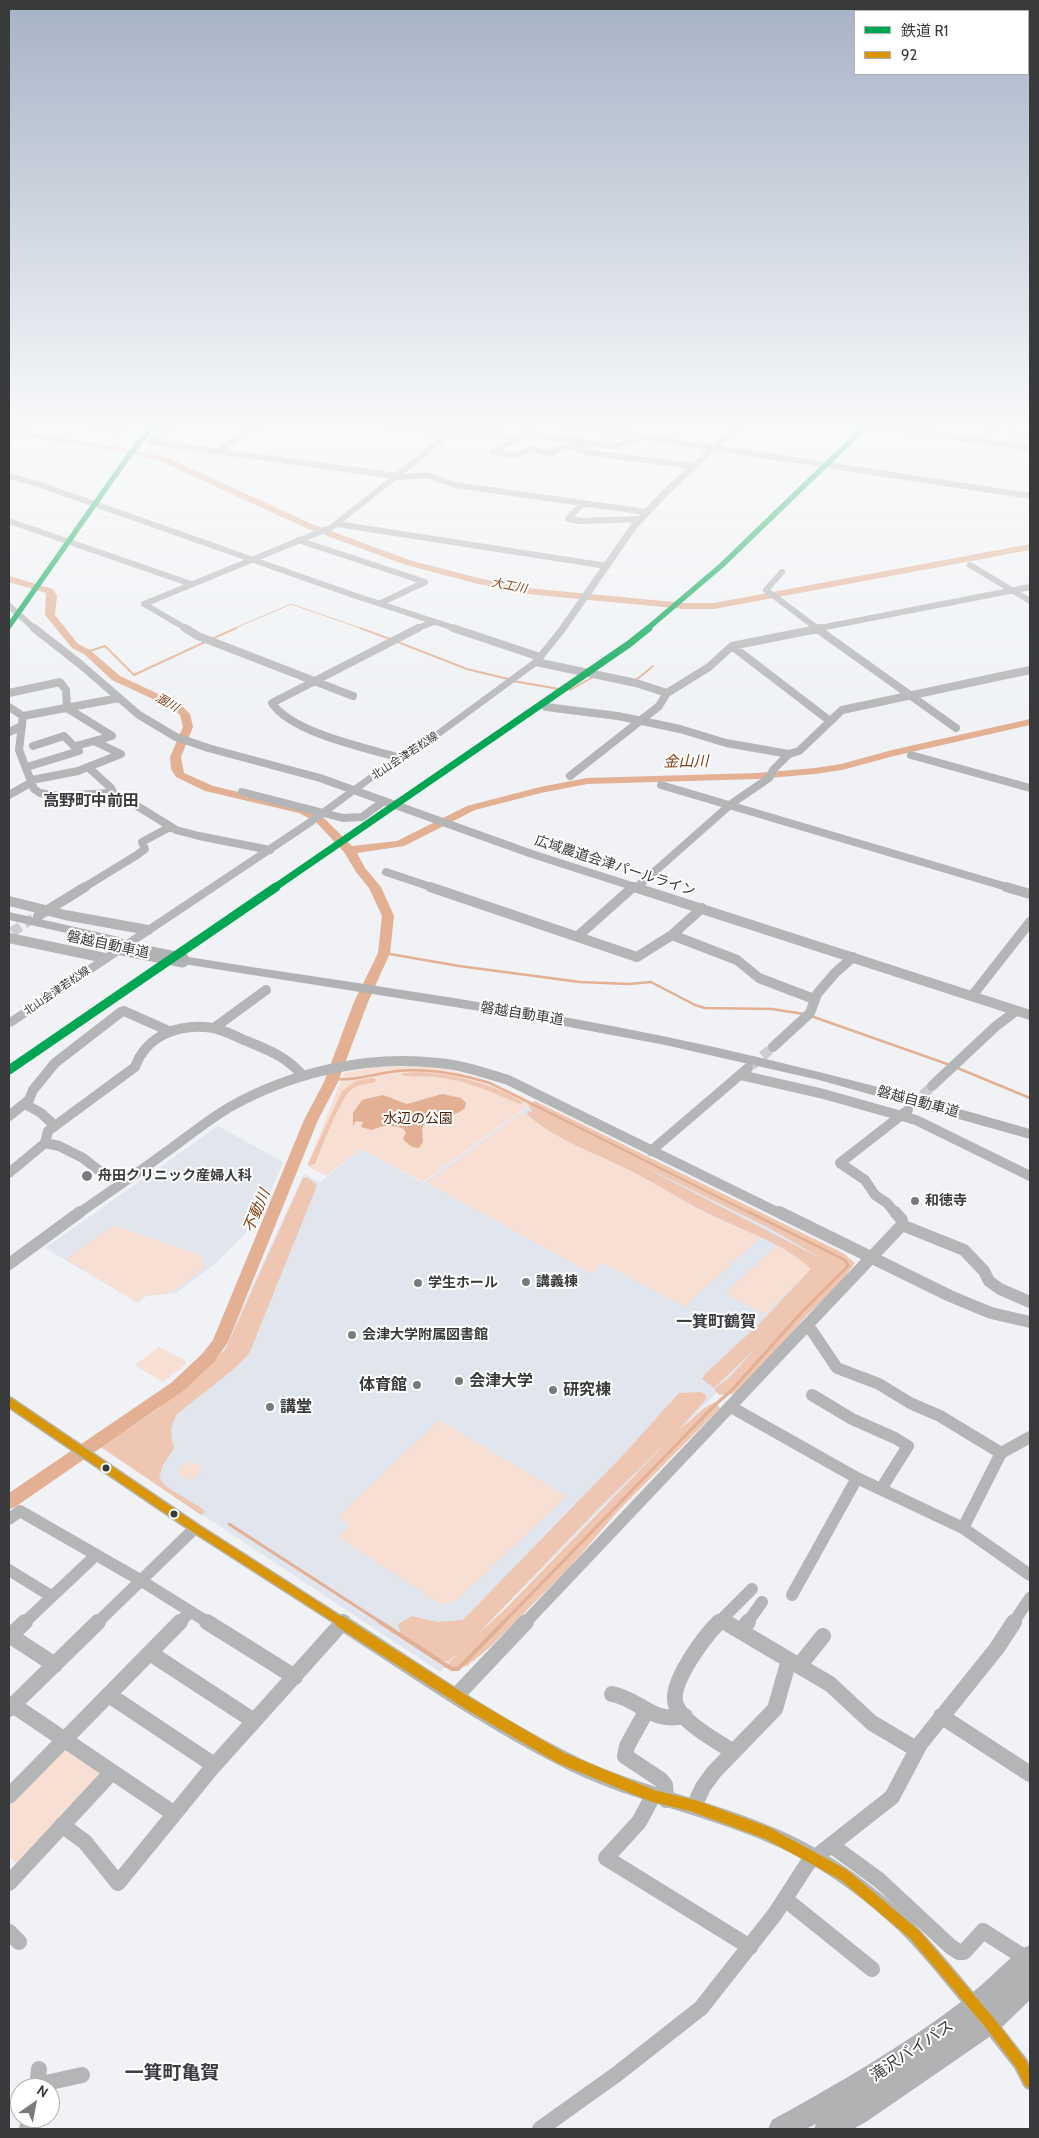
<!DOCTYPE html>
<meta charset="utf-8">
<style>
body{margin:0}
#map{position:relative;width:1039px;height:2138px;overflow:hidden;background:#f0f2f5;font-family:Cabin,"Noto Sans JP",sans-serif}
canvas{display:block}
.frame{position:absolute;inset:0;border:10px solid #393a3c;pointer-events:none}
.legend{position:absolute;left:854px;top:10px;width:175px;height:65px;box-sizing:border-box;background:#fff;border:1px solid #b0b0b1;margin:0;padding:6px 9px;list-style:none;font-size:15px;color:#393a3c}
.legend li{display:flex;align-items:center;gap:10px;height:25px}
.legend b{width:25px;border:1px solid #b0b0b1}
.north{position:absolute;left:10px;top:2078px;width:50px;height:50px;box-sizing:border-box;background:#fff;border:1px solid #b0b0b1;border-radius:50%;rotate:33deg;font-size:14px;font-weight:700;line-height:20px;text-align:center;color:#393a3c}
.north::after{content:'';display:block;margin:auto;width:18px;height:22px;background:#797a7d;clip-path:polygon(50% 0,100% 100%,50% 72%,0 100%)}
</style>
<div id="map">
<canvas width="1039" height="2138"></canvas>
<div class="frame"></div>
<ul class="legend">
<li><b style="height:6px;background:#00a651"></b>鉄道 R1</li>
<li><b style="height:6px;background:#da9609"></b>92</li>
</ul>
<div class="north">N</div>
</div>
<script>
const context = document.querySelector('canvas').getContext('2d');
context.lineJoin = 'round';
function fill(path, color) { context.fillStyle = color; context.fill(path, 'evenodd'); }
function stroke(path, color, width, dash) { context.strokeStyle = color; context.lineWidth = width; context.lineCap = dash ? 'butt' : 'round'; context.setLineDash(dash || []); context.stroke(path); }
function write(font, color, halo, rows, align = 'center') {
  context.font = font + ' Cabin,"Noto Sans JP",sans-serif'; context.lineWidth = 4; context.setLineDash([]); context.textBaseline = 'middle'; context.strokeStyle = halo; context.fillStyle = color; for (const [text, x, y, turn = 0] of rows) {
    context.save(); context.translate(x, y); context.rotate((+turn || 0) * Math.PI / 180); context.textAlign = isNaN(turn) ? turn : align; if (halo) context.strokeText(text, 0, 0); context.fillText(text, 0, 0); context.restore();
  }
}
fill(new Path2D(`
 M534,1102L848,1260L440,1672L100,1447L158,1410L222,1352L304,1174L320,1182L361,1149L423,1183Z
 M218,1126L283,1162L258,1221L216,1263L176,1293L146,1296L138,1303L45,1248Z`), '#e1e6ee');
fill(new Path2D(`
 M419,1066C460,1069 496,1083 533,1102L423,1182L361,1149L326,1176L307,1166L344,1073L370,1068Z
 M521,1113L763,1235L684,1307L603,1263L592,1274L427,1183Z
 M114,1225L200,1255L205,1267L171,1293L146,1296L137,1302L66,1259Z
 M777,1245L816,1265L764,1314L725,1293Z
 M159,1347L186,1361L185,1365L163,1382L135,1365Z
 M439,1420L567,1496L457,1600L440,1604L338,1537L349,1525L337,1517Z
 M191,1462L201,1466V1472L193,1479H187L180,1475L179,1469L184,1464Z
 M65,1744L108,1773L19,1866L9,1856V1800Z`), '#f7dfd4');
fill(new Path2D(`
 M420,1072C452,1074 497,1084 523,1103L519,1104C493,1092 465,1080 436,1077C425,1075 412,1078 401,1075L403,1073Z
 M373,1078L376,1079L375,1082C367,1084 359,1084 352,1089C340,1098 322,1148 315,1164L310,1165L308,1164L342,1091L356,1081Z
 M535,1101L843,1253L855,1263L839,1285L807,1315L748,1384L732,1394L719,1395L714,1389L729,1378L756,1348L714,1388L702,1379L706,1373L760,1323L811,1269C786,1245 750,1233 718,1218C688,1205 660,1185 631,1171C596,1153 556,1141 527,1114L528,1111L532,1112L528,1104ZM627,1158L769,1228L824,1260Z
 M303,1178H308L316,1184V1188L249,1354L235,1368L177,1414C170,1427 170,1434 174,1448L163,1465L159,1478L167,1487L203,1509L205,1512L201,1515L101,1447L158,1409L225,1350Z
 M701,1392L705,1394L707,1398L678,1431L704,1408L715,1402L720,1408L619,1510L569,1568L489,1648L467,1666L444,1668L461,1650L448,1662L432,1657L402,1638L398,1624L412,1616L437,1622L463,1620L624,1454L679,1393ZM672,1437L506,1608L477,1635L597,1510Z`), '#eec6b1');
fill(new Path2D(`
 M442,1094L461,1098L466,1103L465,1108C449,1120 446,1112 434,1117C429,1118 426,1124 422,1127L423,1142L419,1148C413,1148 406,1144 403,1138L406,1133L404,1129C392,1124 383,1125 372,1130L361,1127L363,1122L356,1121L353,1126V1113L362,1100L383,1095L407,1104Z`), '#e3b094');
stroke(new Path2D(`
 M233,629L291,604L363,629`), '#e3b094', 1);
stroke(new Path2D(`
 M360,628L390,639
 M212,639L236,628
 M395,641L467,669L508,679
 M87,652L105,646L134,675L207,641
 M513,681L559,689
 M635,681L653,666
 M570,690L593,677`), '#e3b094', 2);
stroke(new Path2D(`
 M384,953L459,966L580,982L629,984L651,982L695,1005L705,1008L772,1009L804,1014
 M811,1016L950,1065
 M955,1067L1030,1098
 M331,1079C354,1081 375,1074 397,1071C429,1068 460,1074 490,1083L752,1214`), '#e3b094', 2.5);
stroke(new Path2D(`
 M229,1524L382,1623
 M503,1623L717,1403L731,1391L802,1312L848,1266L845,1260L749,1212`), '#e3b094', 3);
stroke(new Path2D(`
 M380,1622L452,1669H458L504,1622`), '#e3b094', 4);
fill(new Path2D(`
 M9,427L42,435L118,447L166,457L312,524L409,560L478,578L527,588L684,603H714L1030,544V550L714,609H684L527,594L474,583L403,564L306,528L160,461L118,451L42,439L9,431Z
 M9,576L53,589L57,596L55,615L78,644L90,650L120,676L180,704L190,714L193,727L181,757L184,773L213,786L307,808L324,818L352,846L397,841L467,806L540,787L587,778L757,773L815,768L841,764L892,750L1030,719V725L894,756L842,770L815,774L757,779L587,784L541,793L475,810L404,846L357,853L365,868L381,887L394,916L390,953L368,1002L338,1082L318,1120L228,1342L214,1362L183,1391L15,1507L9,1509V1493L171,1383L202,1354L213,1340L304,1120L324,1082L354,1002L378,953L382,916L369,888L356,872L344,852L316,822L299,813L205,791L176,777L171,769L170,757L183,727L180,715L172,708L112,680L84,654L72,648L45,615L46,593L9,582Z`), '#e3b094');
stroke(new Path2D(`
 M12,932L35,917
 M751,1066L773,1047
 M912,1106L932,1086`), '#cbcdd0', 10, [10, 5]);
stroke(new Path2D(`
 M87,423L93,427L119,431
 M178,423L149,442L404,477L427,475L455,485L646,512
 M376,423L456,434L482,431L518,439
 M552,423L1030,496
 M729,423L740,425
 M956,423L972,425
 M1027,423L1030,424
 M876,426L1030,448
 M990,431L993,423
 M528,434L589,443L582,447H563L550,454L532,449L514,455L492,452Z
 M1011,434L1030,438
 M9,435L25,430L20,428L28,423
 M589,443L613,447L636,439
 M582,448L579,450L584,452L693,466
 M218,451L259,423
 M9,476L35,483L353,595L457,629
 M583,503L568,519L580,521L640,519
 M9,521L191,584
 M337,524L607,566
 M298,540L425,582
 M970,565L1030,601
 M782,572L766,590L818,629
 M381,603L425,582
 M34,628L36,629
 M187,629L144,604L332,527L463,423
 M415,629L434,622
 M815,629L1030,587`), '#b4b5b6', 6);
stroke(new Path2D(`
 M34,628L80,664L139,715L176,737L208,748L320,778L532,854L638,888
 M185,628L198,636L353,696
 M453,628L540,657
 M816,628L956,728
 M732,646L830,721
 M536,662L636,683L667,693L659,706L570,776
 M9,693L60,682L66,690L67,708
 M667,693L709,667L732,646L822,628
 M9,707L23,716L19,750L34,789L40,793L59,796L109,793L126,799L176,830L199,836L270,850
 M546,707L618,716L680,729L726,743L789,754
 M67,708L112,736L76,746
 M23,716L119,698
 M9,732L22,726
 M911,755L1030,788
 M401,758C366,748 292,733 272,703L418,628
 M27,767L79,751L64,736L33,746
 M89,768L111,788L114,794
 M32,780L78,771L121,754L96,742
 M661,785L1010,888
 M242,792L343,818L362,817L384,801
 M9,795L32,782
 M386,872L434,888
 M83,888L137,855L145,849L142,842L170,827
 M636,888L731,804L769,778L773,770L789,754L799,751L842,710L1030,670`), '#b4b5b6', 8);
stroke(new Path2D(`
 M430,887L637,957L672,935L702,908
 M634,887L1030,1015
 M1006,887L1030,894
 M9,901L65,915L148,930
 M38,916L85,887
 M672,935L737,960L759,978L814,999
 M578,936L633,887
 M9,938L105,958
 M972,996L1030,922
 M214,1028L266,990
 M773,1047L810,1013L817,994L835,973L853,957
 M741,1075L820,1093L916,1120L1030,1176
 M932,1086L996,1026L1016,1011
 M25,1104L41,1113L55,1126
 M9,1116L29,1100L33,1090L55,1063L121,1012L124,1011L169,1031
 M45,1143L48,1131L135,1067C147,1034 181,1023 213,1028C225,1030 238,1038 249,1042C271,1051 288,1058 303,1076
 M651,1151L748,1068
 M9,1173L45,1143L59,1146L83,1158L106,1176H131
 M78,1214C106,1194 135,1175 162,1155C185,1139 206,1121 230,1107C292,1072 367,1055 438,1063C462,1065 485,1073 508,1080L781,1214
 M896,1214L887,1203L875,1195L865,1180L840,1163L908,1110`), '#b4b5b6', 10);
stroke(new Path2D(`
 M779,1212L950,1296L991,1313L1030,1322
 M895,1212L902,1220V1225L964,1250L984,1271L989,1281L1000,1289L1030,1302
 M9,1264L80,1212
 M806,1327L812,1331L837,1368L879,1384L910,1403L940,1416L1001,1453
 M812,1395L852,1419L895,1438L908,1446L881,1489
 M9,1402L195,1528L343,1623
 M731,1407L857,1478L963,1528L1030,1575
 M9,1519L20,1511L140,1580L209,1623
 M963,1528L1001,1453L1030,1437
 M9,1570L51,1596
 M792,1595L857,1478
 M722,1620L727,1623
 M24,1623L96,1555
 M97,1623L195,1528
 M179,1623L190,1612
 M525,1623L902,1225
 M718,1623L752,1589
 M747,1623L762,1602
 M1013,1623L1030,1598`), '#b4b5b6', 12);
stroke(new Path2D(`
 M207,1622L295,1677
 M341,1622C413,1668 484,1718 560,1757C625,1792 698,1804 766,1833C816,1853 861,1885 901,1922C928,1947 951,1979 976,2007
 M719,1622C705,1636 668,1684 676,1705C683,1723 717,1741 732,1751
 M725,1622L789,1660
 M741,1632L748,1622
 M9,1635L55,1665
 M9,1637L25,1622
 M150,1653L254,1721
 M799,1666L823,1636
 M612,1694C642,1700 651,1724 685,1716
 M109,1695L214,1765
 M457,1695L526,1622
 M13,1705L173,1813
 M9,1709L98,1622
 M647,1710L627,1746L625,1756L661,1780L665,1785L666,1800
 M941,1716L1030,1774
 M9,1796L180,1622
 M653,1796L639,1822L606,1858L750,1947
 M694,1806L703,1787L714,1772L775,1709L789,1660L830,1684L872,1723L916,1749
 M62,1825L85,1842L118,1883L211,1769L343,1622
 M831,1845L879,1880L951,1947L959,1952H964L983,1931L1027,1959
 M9,1883L112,1772
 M785,1899L872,1969
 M9,1932L19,1942
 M988,2022L1021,2064L1030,2082
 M37,2085L82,2075
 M37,2088L39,2069
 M27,2129L30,2118
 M540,2129L617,2074L701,2008L775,1914L808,1863L892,1797L920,1744L997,1648L1014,1622`), '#b4b5b6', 16);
fill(new Path2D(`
 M737,423H744L669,494L637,528L564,633L539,664L430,744L390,768L313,825L13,1026L9,1027V1018L305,821L384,764L424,740L533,660L558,629L631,524L663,490Z`), '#b6b7ba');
fill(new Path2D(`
 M9,912L119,937L126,941L119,945L9,920Z
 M182,956C325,979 469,998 612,1026C753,1053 892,1089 1030,1129V1139L819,1080L665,1045L505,1015L177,963L175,960L177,957Z
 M1030,1945V2000L998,2031L866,2122L853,2129H814L816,2124L806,2129H768L772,2120C837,2084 902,2047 961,2002C982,1986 1001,1966 1021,1949Z`), '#b1b2b4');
const rail = new Path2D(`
 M9,626L130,454L155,423`);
stroke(rail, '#b0b1b3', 2.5);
stroke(rail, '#fff', 1, [4.5]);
stroke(new Path2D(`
 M9,606L34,628`), '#b4b5b6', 6);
stroke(new Path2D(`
 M111,946L182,960`), '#b1b2b4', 15);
stroke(new Path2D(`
 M9,1402L195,1528L343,1623`), '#da9609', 9);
stroke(new Path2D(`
 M341,1622L469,1704L561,1758L653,1796L694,1806L767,1833L844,1875L915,1935L989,2022L1021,2064L1030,2082`), '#da9609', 12);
stroke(new Path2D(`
 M9,626L130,454L155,423
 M647,629L722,565L869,423`), '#00a651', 5.5);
stroke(new Path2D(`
 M274,888L629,644L649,628`), '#00a651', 7);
stroke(new Path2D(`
 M9,1070L276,887`), '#00a651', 9);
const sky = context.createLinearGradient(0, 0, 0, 723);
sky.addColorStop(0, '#a6b2c6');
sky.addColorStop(0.59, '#f8f9fa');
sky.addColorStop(1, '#f8f9fa00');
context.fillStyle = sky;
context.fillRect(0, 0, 1039, 723);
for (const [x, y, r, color] of [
 [87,1176,6,"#797a7d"],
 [915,1201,5,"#797a7d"],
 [526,1282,5,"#797a7d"],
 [418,1283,5,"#797a7d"],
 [352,1335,5,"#797a7d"],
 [459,1381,5,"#797a7d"],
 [417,1385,5,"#797a7d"],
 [553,1390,5,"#797a7d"],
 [270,1407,5,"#797a7d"],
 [106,1468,4.5,"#393a3c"],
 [174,1514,4.5,"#393a3c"]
]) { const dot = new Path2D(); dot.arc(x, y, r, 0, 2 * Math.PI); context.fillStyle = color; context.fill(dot); stroke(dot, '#fff', 2); }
write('11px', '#393a3c', '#fff', [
 ["北山会津若松線",405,756,-33],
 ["北山会津若松線",57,991,-34]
]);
write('italic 12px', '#813e12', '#fff', [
 ["大工川",509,586,11],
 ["溷川",167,703,30]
]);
write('14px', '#393a3c', '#fff', [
 ["広域農道会津パールライン",615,866,18],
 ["磐越自動車道",108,945,12],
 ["磐越自動車道",522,1014,9],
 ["磐越自動車道",918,1102,15]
]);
write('14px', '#4b1d00', '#fff', [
 ["水辺の公園",418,1119]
]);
write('bold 14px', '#393a3c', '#fff', [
 ["舟田クリニック産婦人科",98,1176],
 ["和徳寺",925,1201],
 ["講義棟",536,1282],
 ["学生ホール",428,1283],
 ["会津大学附属図書館",362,1335]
], 'left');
write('italic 15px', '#813e12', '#fff', [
 ["金山川",686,762,-1],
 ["不動川",257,1211,-67]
]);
write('bold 16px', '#393b3f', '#fff', [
 ["高野町中前田",91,801],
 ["一箕町鶴賀",716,1322]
]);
write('bold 16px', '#393a3c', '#fff', [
 ["会津大学",469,1381],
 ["体育館",407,1385,"right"],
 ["研究棟",563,1390],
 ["講堂",280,1407]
], 'left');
write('16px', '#393a3c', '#fff', [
 ["滝沢バイパス",912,2051,-34]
]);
write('bold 19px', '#393b3f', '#fff', [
 ["一箕町亀賀",172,2073]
]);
</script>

━━━━━━

Using the entries above, say how many lines include the word "addColorStop", with no other output.

(THE ANSWER) 3